Work task: Print the entries underneath word for word, omitting whatever pictures they contain.

(Dataset entries)
────────────────

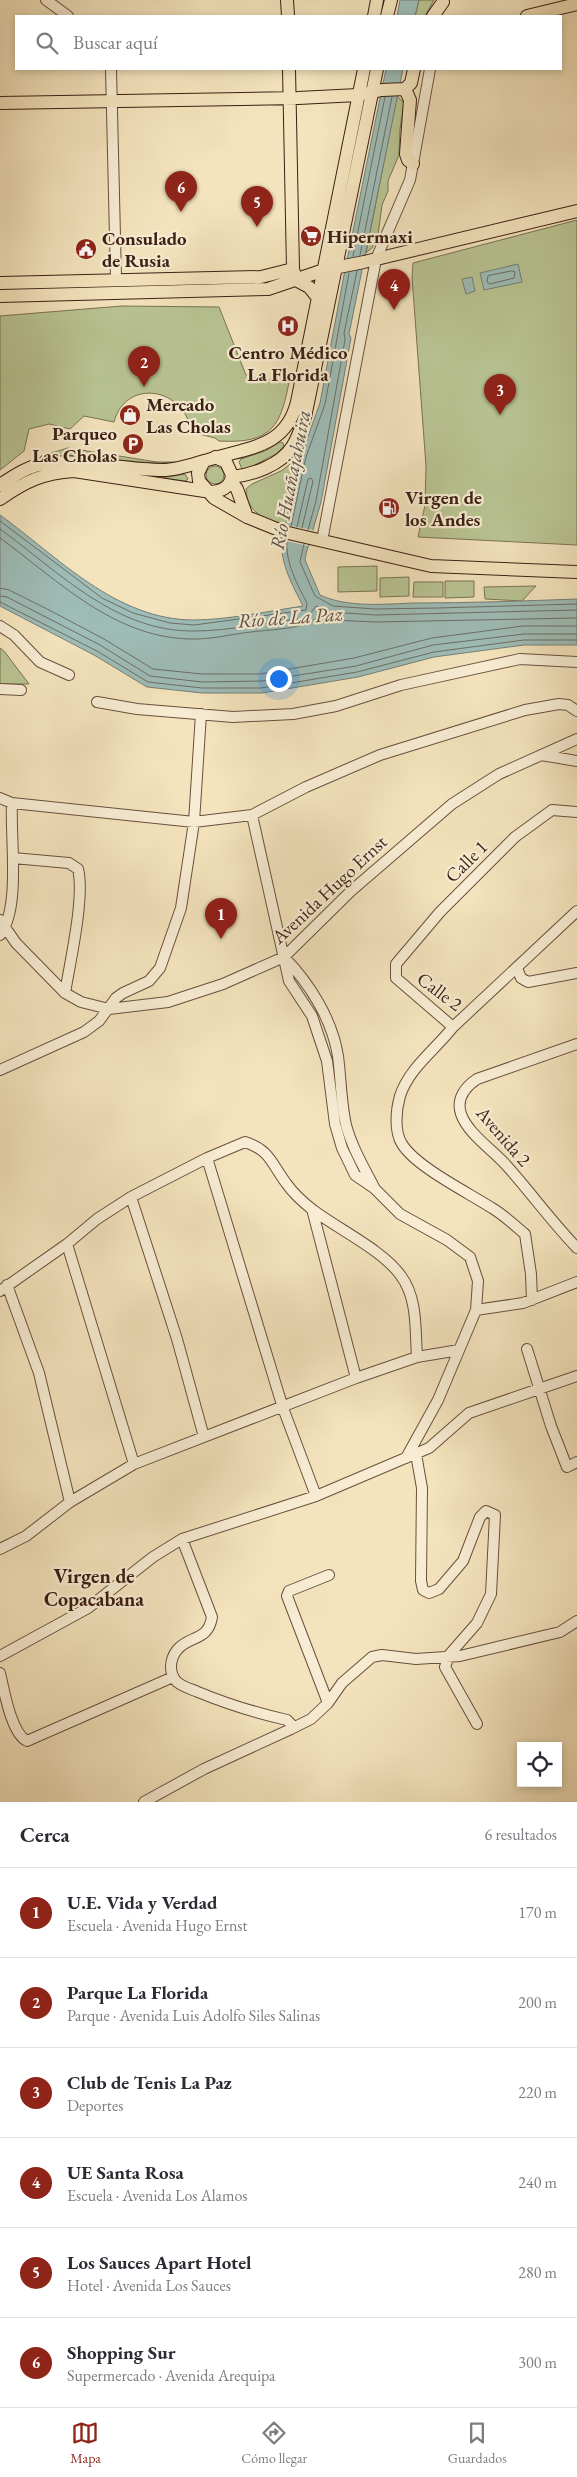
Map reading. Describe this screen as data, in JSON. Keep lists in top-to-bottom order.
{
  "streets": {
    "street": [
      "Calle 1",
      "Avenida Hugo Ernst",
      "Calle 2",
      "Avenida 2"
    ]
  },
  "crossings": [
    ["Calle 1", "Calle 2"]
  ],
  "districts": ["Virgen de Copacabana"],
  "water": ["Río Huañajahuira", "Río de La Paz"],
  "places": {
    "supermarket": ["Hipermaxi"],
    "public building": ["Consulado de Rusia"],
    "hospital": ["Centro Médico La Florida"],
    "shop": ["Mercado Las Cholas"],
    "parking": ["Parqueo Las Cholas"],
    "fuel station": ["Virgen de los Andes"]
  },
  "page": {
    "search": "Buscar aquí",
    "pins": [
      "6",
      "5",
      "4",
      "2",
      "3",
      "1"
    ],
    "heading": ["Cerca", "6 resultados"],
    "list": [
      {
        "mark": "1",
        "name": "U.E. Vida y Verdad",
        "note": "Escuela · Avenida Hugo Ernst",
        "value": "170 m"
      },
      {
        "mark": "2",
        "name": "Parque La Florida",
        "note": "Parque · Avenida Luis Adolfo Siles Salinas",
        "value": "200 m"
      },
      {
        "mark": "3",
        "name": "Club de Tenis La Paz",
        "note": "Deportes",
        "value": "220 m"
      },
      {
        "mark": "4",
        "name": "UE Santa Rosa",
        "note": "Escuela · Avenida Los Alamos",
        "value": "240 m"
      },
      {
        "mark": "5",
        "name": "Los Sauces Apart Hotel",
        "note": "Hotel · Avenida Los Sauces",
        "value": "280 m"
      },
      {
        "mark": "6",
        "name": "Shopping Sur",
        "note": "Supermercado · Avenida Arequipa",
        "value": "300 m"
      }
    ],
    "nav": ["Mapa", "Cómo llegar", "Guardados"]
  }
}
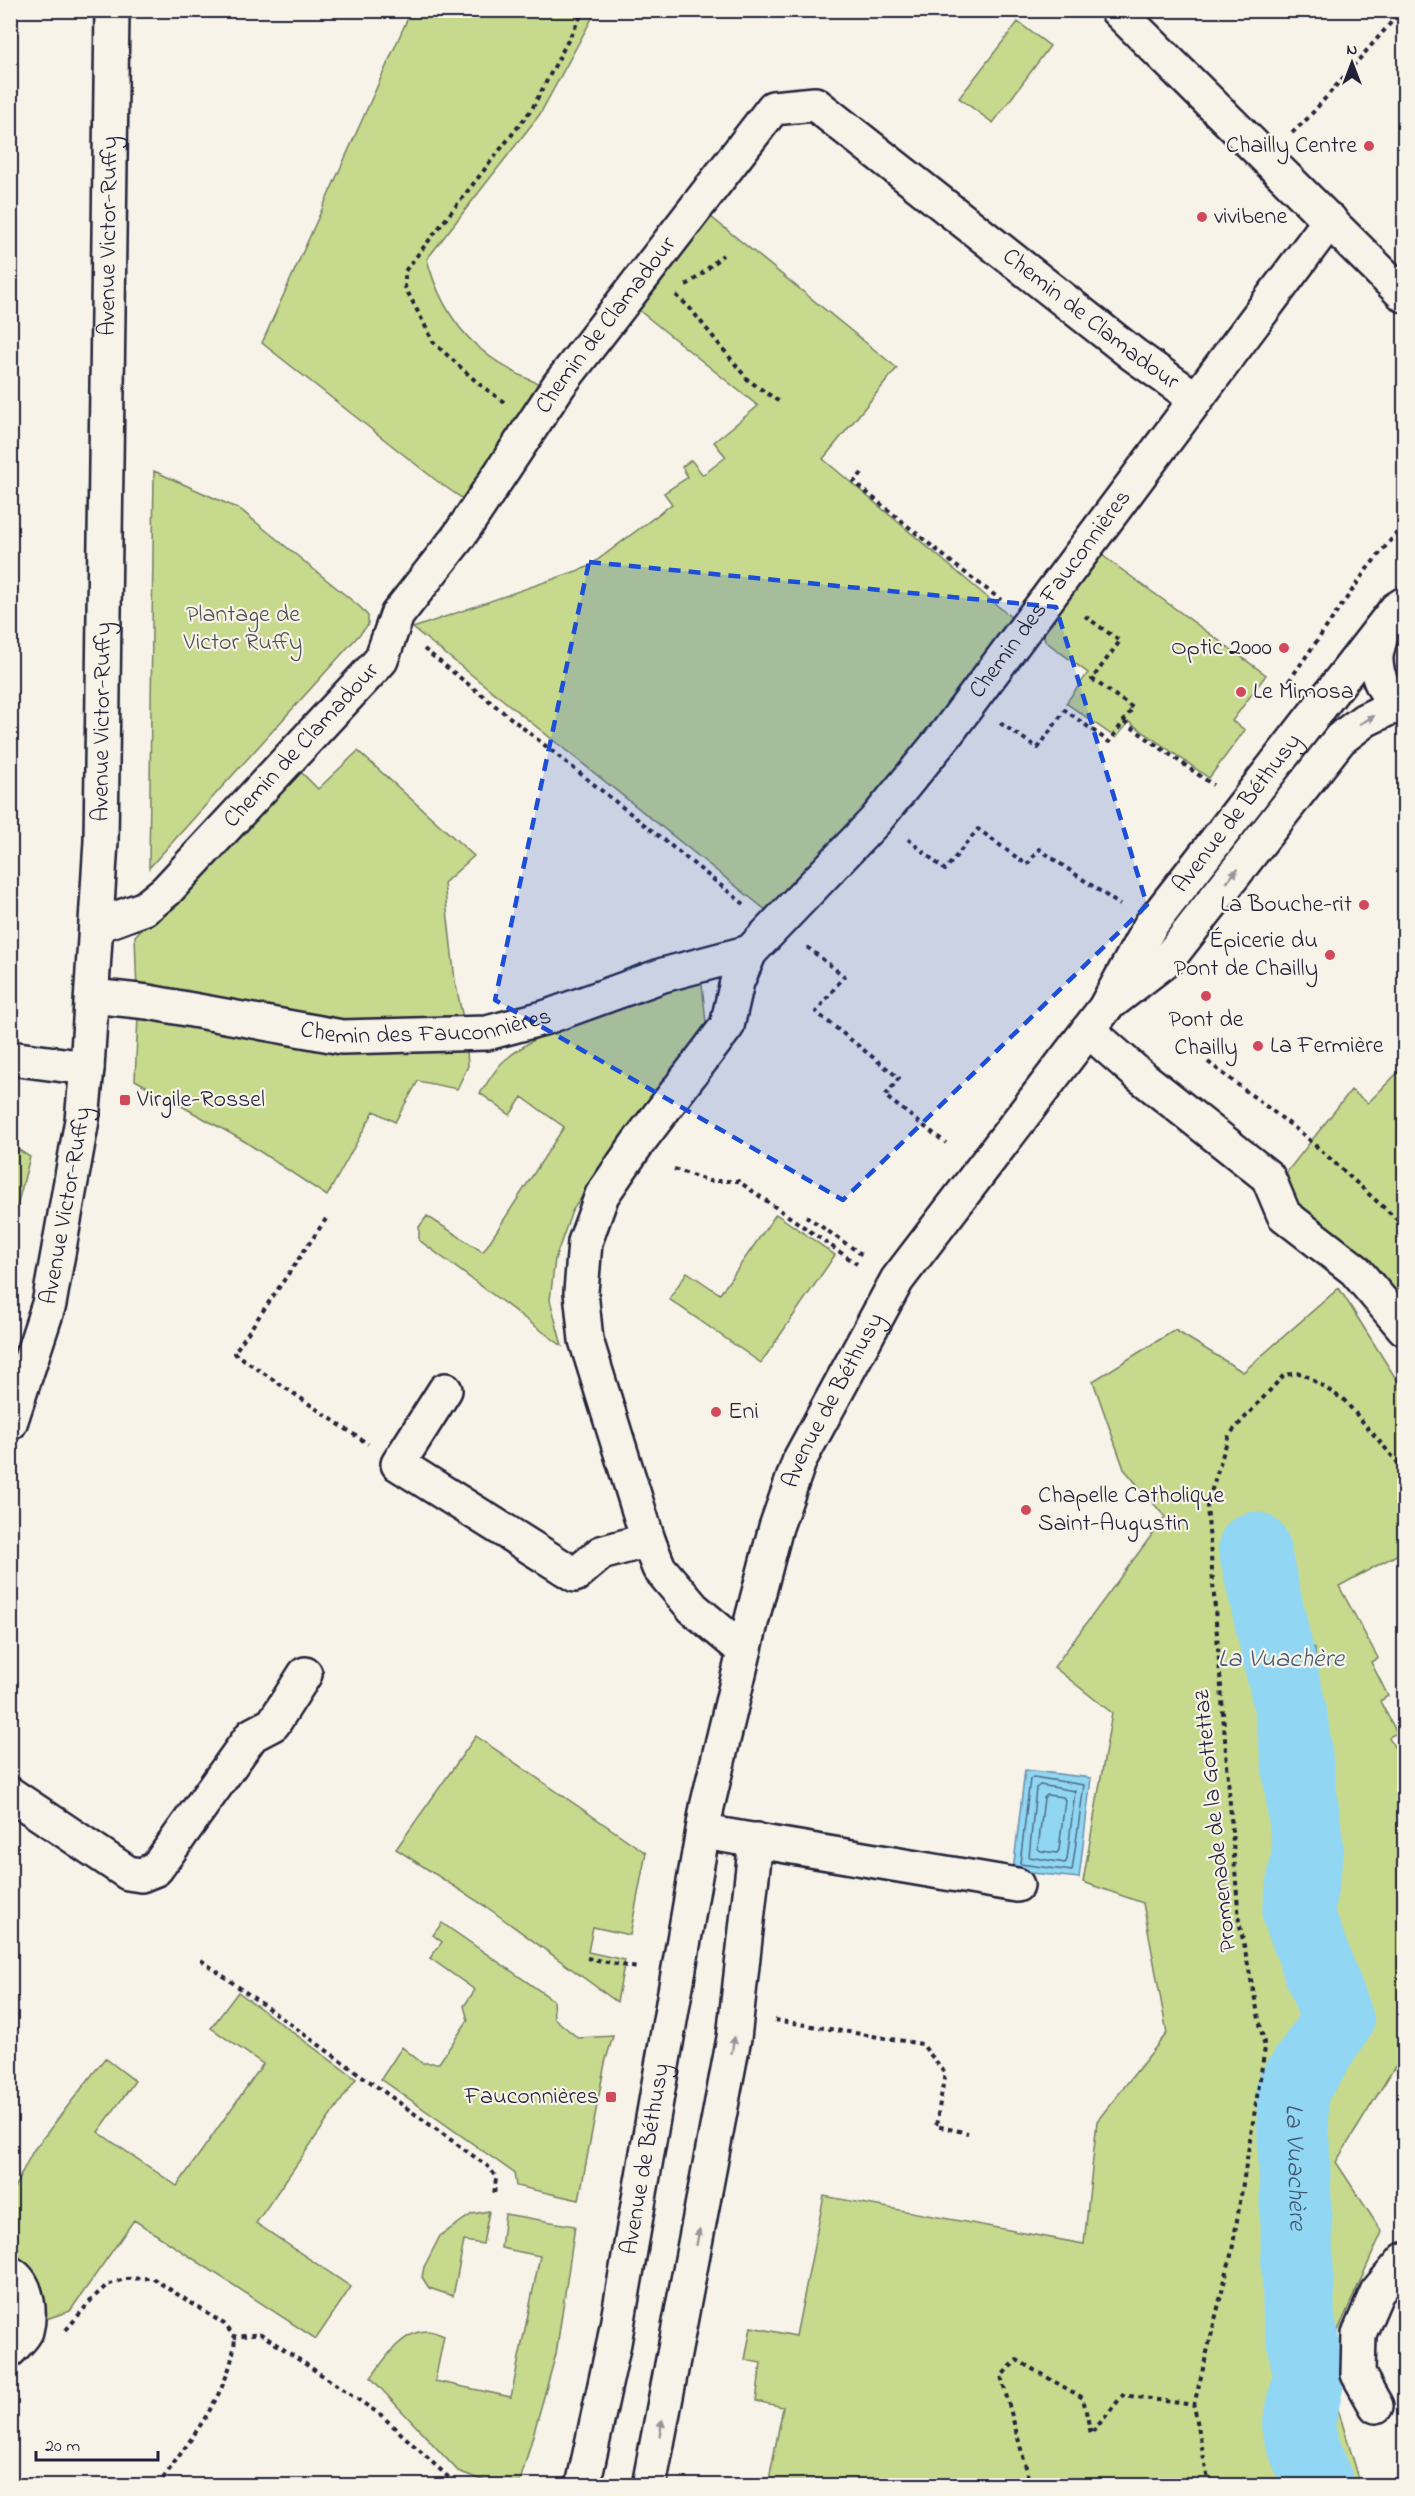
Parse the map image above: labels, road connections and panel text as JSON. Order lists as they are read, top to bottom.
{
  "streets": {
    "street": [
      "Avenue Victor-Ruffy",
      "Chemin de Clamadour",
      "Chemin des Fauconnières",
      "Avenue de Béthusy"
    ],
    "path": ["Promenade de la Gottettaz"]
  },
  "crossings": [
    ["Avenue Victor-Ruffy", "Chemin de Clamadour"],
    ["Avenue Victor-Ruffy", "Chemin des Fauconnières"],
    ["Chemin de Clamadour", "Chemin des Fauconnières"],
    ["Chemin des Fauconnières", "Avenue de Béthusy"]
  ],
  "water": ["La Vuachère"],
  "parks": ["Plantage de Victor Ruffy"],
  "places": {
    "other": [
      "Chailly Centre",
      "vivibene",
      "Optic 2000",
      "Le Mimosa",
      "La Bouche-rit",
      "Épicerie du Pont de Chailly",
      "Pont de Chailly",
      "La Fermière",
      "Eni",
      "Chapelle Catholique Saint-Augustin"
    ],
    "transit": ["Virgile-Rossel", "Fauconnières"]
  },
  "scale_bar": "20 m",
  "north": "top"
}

────────────────

Written solution:
Map reading. Describe this screen as data, in JSON. Keep lists in top-to-bottom order.
{
  "streets": {
    "street": [
      "Calle 1",
      "Avenida Hugo Ernst",
      "Calle 2",
      "Avenida 2"
    ]
  },
  "crossings": [
    ["Calle 1", "Calle 2"]
  ],
  "districts": ["Virgen de Copacabana"],
  "water": ["Río Huañajahuira", "Río de La Paz"],
  "places": {
    "supermarket": ["Hipermaxi"],
    "public building": ["Consulado de Rusia"],
    "hospital": ["Centro Médico La Florida"],
    "shop": ["Mercado Las Cholas"],
    "parking": ["Parqueo Las Cholas"],
    "fuel station": ["Virgen de los Andes"]
  },
  "page": {
    "search": "Buscar aquí",
    "pins": [
      "6",
      "5",
      "4",
      "2",
      "3",
      "1"
    ],
    "heading": ["Cerca", "6 resultados"],
    "list": [
      {
        "mark": "1",
        "name": "U.E. Vida y Verdad",
        "note": "Escuela · Avenida Hugo Ernst",
        "value": "170 m"
      },
      {
        "mark": "2",
        "name": "Parque La Florida",
        "note": "Parque · Avenida Luis Adolfo Siles Salinas",
        "value": "200 m"
      },
      {
        "mark": "3",
        "name": "Club de Tenis La Paz",
        "note": "Deportes",
        "value": "220 m"
      },
      {
        "mark": "4",
        "name": "UE Santa Rosa",
        "note": "Escuela · Avenida Los Alamos",
        "value": "240 m"
      },
      {
        "mark": "5",
        "name": "Los Sauces Apart Hotel",
        "note": "Hotel · Avenida Los Sauces",
        "value": "280 m"
      },
      {
        "mark": "6",
        "name": "Shopping Sur",
        "note": "Supermercado · Avenida Arequipa",
        "value": "300 m"
      }
    ],
    "nav": ["Mapa", "Cómo llegar", "Guardados"]
  }
}
Parse the map image above: labels, road connections and panel text as JSON. Order lists as they are read, top to bottom.
{
  "streets": {
    "street": [
      "Avenue Victor-Ruffy",
      "Chemin de Clamadour",
      "Chemin des Fauconnières",
      "Avenue de Béthusy"
    ],
    "path": ["Promenade de la Gottettaz"]
  },
  "crossings": [
    ["Avenue Victor-Ruffy", "Chemin de Clamadour"],
    ["Avenue Victor-Ruffy", "Chemin des Fauconnières"],
    ["Chemin de Clamadour", "Chemin des Fauconnières"],
    ["Chemin des Fauconnières", "Avenue de Béthusy"]
  ],
  "water": ["La Vuachère"],
  "parks": ["Plantage de Victor Ruffy"],
  "places": {
    "other": [
      "Chailly Centre",
      "vivibene",
      "Optic 2000",
      "Le Mimosa",
      "La Bouche-rit",
      "Épicerie du Pont de Chailly",
      "Pont de Chailly",
      "La Fermière",
      "Eni",
      "Chapelle Catholique Saint-Augustin"
    ],
    "transit": ["Virgile-Rossel", "Fauconnières"]
  },
  "scale_bar": "20 m",
  "north": "top"
}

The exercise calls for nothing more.